Action item:
Every line containing the word "bounding" is to be copied from the data below.

Dataset records:
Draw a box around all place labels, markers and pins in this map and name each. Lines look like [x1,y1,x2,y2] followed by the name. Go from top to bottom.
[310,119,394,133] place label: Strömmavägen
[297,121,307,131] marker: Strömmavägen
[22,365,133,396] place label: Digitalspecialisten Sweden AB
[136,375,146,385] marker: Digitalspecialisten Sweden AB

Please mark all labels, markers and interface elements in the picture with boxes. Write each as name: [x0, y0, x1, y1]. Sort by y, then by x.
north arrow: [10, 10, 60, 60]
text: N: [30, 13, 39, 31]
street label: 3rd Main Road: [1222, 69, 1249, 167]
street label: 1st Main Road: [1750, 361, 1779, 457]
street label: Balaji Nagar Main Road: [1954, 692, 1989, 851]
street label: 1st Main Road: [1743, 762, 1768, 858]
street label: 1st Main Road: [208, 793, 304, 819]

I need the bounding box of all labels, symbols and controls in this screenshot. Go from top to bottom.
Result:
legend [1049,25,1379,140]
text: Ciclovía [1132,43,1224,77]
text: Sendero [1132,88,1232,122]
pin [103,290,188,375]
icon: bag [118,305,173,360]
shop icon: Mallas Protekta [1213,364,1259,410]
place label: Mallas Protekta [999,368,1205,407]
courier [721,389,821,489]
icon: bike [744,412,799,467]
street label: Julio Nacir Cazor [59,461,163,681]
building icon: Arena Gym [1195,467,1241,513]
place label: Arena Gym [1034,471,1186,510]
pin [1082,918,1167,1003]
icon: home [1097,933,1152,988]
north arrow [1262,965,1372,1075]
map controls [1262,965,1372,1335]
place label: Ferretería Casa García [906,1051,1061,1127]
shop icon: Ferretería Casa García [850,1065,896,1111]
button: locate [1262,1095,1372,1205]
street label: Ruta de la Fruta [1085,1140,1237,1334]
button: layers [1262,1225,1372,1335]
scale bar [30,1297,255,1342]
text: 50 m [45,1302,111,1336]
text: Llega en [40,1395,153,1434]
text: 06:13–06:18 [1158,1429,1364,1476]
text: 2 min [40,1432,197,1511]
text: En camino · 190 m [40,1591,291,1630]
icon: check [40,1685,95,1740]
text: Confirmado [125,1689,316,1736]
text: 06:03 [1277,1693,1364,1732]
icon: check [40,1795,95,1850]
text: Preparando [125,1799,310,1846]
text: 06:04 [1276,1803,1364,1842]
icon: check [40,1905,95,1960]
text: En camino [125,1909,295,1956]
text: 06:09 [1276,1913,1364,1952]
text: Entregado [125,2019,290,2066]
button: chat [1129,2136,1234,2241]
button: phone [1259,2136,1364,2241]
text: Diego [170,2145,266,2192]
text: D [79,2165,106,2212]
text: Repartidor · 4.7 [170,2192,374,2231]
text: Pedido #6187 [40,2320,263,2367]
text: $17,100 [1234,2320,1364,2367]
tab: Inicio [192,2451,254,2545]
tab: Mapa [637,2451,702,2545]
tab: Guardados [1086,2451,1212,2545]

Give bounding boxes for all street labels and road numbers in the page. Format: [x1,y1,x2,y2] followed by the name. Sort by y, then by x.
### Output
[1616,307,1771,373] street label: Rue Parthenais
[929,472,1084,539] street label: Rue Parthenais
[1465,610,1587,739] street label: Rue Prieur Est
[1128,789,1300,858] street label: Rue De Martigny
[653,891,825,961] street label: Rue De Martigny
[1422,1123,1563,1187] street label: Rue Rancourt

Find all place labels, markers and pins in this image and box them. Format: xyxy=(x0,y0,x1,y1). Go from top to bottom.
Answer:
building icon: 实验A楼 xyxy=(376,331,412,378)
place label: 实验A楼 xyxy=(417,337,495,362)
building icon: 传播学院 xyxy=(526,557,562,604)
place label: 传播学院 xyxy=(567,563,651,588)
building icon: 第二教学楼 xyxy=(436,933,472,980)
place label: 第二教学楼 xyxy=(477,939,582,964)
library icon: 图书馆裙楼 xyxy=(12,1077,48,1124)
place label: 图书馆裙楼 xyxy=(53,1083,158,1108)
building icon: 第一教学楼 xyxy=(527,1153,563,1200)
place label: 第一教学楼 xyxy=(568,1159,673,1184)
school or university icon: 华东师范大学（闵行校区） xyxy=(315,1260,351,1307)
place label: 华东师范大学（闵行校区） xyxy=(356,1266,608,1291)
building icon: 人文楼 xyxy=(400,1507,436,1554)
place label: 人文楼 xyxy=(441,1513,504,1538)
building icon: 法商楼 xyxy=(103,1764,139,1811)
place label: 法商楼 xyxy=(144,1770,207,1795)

Exercise result:
I need the bounding box of all labels, symbols and controls in this screenshot. Go from top to bottom.
Give bounding boxes for all street labels and road numbers in the page. Format: [x1,y1,x2,y2] followed by the name. Sort by y, then by x.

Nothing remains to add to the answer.